[SGVLUG] Adding A/V scanning to e-mail processing

Jeff Carlson jeff at ultimateevil.org
Wed Nov 2 18:31:05 PST 2005


Emerson, Tom wrote:
> Any recommendations on Anti-virus scanners that run under linux to
> weed out windows-based viruses from e-mail [that will ultimately be
> read by a windows client, naturally]?

What's so natural about that?  Email is an Internet phenomenon, and the 
Internet was built on Unix.  I find nothing natural about Windows 
computers being on the Internet.  Cats and dogs, living together, mass 
hysteria.

Well, we wouldn't even need antivirus protection for email if it weren't 
for Windows email clients.

All Utopian ideals aside, I second the endorsement of ClamAV.
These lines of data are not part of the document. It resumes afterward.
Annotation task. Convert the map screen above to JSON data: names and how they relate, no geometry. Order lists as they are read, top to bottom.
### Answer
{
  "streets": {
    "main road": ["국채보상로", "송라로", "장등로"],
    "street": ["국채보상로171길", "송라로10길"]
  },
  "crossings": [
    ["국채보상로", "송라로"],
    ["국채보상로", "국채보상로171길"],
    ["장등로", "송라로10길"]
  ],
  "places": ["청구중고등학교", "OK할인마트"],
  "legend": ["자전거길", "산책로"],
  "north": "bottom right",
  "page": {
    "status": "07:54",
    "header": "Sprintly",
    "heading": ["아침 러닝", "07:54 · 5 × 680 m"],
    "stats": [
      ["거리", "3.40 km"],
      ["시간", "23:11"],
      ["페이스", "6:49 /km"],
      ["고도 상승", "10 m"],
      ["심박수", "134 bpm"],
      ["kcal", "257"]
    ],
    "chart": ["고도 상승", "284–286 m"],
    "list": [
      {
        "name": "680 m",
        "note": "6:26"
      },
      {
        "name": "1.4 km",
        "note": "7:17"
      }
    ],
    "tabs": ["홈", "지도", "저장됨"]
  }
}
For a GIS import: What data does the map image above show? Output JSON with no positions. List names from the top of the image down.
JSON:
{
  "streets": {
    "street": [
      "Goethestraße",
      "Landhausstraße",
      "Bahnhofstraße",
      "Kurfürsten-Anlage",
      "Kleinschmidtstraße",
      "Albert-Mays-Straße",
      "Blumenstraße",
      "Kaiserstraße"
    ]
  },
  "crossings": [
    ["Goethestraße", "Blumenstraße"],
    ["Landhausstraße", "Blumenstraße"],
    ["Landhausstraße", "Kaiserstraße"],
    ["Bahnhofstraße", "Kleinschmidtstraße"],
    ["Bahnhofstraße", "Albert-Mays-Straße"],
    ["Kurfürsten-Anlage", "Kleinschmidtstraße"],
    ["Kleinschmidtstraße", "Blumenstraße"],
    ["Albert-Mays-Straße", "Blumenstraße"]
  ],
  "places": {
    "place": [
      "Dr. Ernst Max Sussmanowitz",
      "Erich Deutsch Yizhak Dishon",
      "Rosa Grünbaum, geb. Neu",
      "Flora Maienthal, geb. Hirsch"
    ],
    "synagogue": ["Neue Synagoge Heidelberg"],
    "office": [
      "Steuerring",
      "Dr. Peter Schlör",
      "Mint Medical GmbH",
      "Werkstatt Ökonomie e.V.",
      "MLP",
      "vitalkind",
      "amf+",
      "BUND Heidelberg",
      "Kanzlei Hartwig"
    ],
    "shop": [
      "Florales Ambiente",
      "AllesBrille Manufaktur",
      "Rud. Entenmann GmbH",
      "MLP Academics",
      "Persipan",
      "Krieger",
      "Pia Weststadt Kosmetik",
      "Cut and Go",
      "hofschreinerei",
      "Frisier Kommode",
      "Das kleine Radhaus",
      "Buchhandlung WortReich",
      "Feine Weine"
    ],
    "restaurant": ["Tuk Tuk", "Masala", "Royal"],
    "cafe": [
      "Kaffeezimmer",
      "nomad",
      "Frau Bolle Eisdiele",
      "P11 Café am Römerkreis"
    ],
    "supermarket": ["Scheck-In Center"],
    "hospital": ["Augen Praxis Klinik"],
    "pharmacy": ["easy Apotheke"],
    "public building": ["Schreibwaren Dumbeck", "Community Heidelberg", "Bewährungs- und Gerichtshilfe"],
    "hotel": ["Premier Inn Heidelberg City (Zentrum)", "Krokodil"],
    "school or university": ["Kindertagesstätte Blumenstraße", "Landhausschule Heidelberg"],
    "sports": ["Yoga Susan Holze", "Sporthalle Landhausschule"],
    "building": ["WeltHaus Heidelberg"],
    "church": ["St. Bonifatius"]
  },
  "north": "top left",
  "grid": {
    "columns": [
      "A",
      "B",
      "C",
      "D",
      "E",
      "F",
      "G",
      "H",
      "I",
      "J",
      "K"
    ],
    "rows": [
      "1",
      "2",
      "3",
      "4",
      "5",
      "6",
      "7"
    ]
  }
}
> Also, what techniques do people recommend to add this to the e-mail
> processing cycle in the first place [using postfix].  I presume it
> will be similar to adding spamsassassin, but it's been awhile since
> I've done that, so suggestions or even where to go to "RTFM" would be
> appreciated.

I don't use postfix, actually preferring sendmail.  I use milter-clamav, 
which I believe is a part of the ClamAV suite.  When configuring 
milters, I like to stack them in an order that ones which might block an 
email based on body content come after the ones that block based on DNS 
or envelope content.  Therefore, put antivirus after greylisting. 
Antivirus requires accepting the DATA command from the remote client, 
whereas greylisting only requires accepting the HELO, MAIL FROM, and 
RCPT TO portions.  And of course, DNS based filtering occurs before HELO 
is even accepted.

Finally, I prefer to run SpamAssassin from procmail.  All the 
SpamAssassin milters I have found seem to just apply one pass of 
SpamAssassin over an incoming message, meaning only one configuration is 
consulted, and thus users can't customize SpamAssassin settings. 
Running from procmail, and not at the MTA, allows me to pass the user 
name to spamc, and thus each user can customize SA settings.

The point there is that a virus is a virus, no matter how you stack it. 
  But spam tends to be rather individual.  I've seen some people want to 
receive some real crap.  That's better to let people customize.